= Beginning of Section =

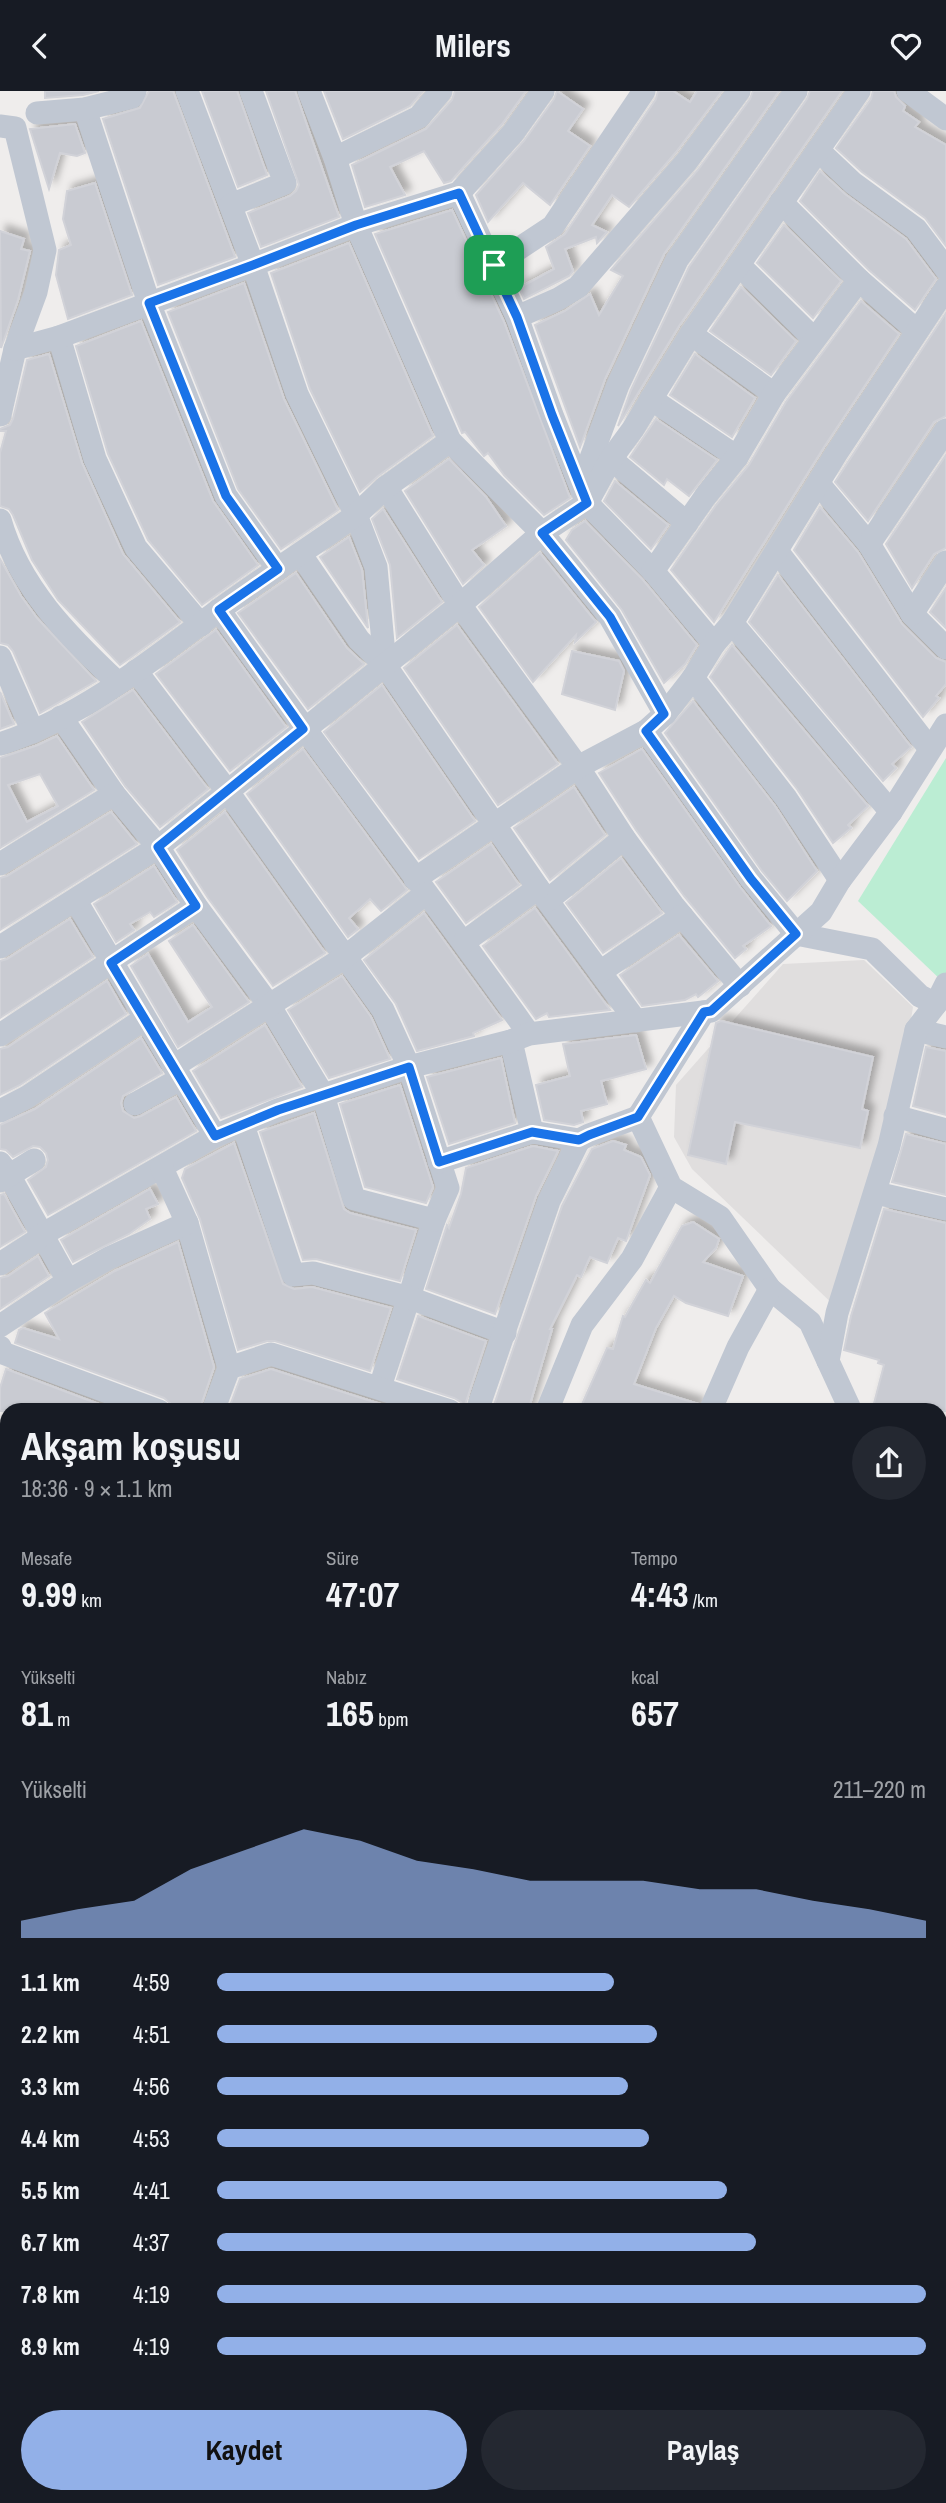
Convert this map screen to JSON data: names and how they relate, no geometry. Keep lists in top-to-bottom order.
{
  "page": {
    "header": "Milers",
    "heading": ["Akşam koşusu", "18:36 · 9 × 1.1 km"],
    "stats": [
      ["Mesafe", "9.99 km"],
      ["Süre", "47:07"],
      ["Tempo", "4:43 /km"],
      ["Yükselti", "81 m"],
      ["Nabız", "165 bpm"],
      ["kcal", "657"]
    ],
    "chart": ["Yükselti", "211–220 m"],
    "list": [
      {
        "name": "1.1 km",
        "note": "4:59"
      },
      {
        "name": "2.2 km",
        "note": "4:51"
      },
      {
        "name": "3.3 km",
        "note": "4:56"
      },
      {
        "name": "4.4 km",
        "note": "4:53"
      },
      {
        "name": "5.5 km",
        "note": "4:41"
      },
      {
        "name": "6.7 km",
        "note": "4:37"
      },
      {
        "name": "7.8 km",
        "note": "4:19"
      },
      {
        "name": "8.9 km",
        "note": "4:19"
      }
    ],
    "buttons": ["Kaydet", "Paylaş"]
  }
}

= End of Section =

# TASK GOAL
Every line above should be copied exactly, apart from any pictures.

# WRITTEN REPLY
Convert this map screen to JSON data: names and how they relate, no geometry. Keep lists in top-to-bottom order.
{
  "page": {
    "header": "Milers",
    "heading": ["Akşam koşusu", "18:36 · 9 × 1.1 km"],
    "stats": [
      ["Mesafe", "9.99 km"],
      ["Süre", "47:07"],
      ["Tempo", "4:43 /km"],
      ["Yükselti", "81 m"],
      ["Nabız", "165 bpm"],
      ["kcal", "657"]
    ],
    "chart": ["Yükselti", "211–220 m"],
    "list": [
      {
        "name": "1.1 km",
        "note": "4:59"
      },
      {
        "name": "2.2 km",
        "note": "4:51"
      },
      {
        "name": "3.3 km",
        "note": "4:56"
      },
      {
        "name": "4.4 km",
        "note": "4:53"
      },
      {
        "name": "5.5 km",
        "note": "4:41"
      },
      {
        "name": "6.7 km",
        "note": "4:37"
      },
      {
        "name": "7.8 km",
        "note": "4:19"
      },
      {
        "name": "8.9 km",
        "note": "4:19"
      }
    ],
    "buttons": ["Kaydet", "Paylaş"]
  }
}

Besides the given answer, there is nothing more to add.